[Your goal]
Report each line from the records where the string "JSON" turns up.

[Available data]
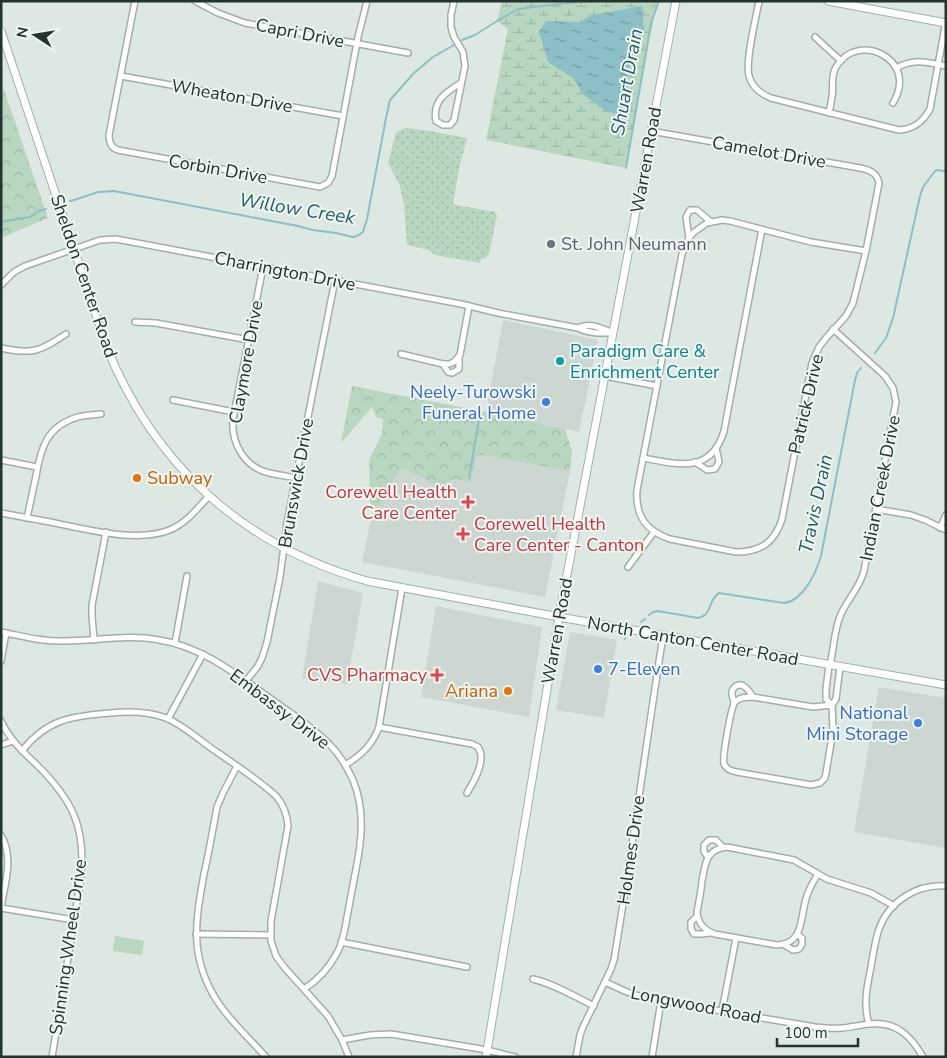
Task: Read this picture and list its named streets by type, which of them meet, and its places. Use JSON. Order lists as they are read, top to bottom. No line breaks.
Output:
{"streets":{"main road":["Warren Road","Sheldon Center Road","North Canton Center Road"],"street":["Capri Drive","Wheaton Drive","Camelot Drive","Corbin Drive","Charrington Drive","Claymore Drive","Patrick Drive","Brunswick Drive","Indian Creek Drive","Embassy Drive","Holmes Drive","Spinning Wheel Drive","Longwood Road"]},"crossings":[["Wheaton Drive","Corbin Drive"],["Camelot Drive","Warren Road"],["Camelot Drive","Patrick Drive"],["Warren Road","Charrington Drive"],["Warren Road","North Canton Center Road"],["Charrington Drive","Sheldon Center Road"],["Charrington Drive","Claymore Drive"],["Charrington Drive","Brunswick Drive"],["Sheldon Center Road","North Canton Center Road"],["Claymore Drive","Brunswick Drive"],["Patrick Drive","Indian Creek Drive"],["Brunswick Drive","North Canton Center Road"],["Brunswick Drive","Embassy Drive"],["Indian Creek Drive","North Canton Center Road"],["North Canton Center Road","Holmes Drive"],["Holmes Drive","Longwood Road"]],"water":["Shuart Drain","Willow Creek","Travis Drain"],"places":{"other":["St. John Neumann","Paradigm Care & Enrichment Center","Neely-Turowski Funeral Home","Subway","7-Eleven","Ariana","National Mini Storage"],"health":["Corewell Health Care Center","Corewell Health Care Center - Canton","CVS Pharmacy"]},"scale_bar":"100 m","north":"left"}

* * *

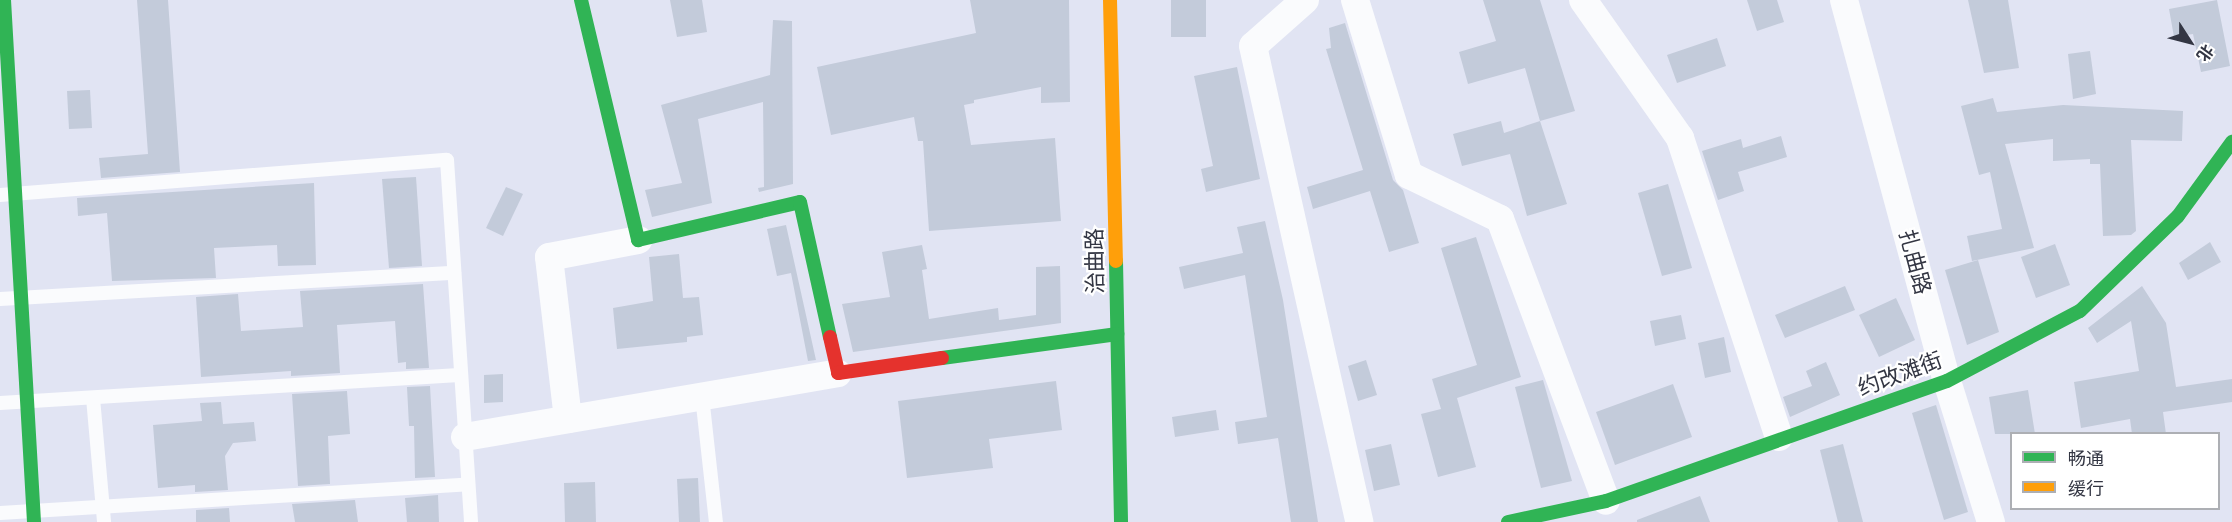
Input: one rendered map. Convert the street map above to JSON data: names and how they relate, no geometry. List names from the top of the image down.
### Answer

[Result for this task]
Task: Read this picture and list its named streets by type, which of them meet, and its places. Use JSON. Order lists as they are read, top to bottom. No line breaks.
Input: one rendered map. Convert the street map above to JSON data: names and how they relate, no geometry. List names from the top of the image down.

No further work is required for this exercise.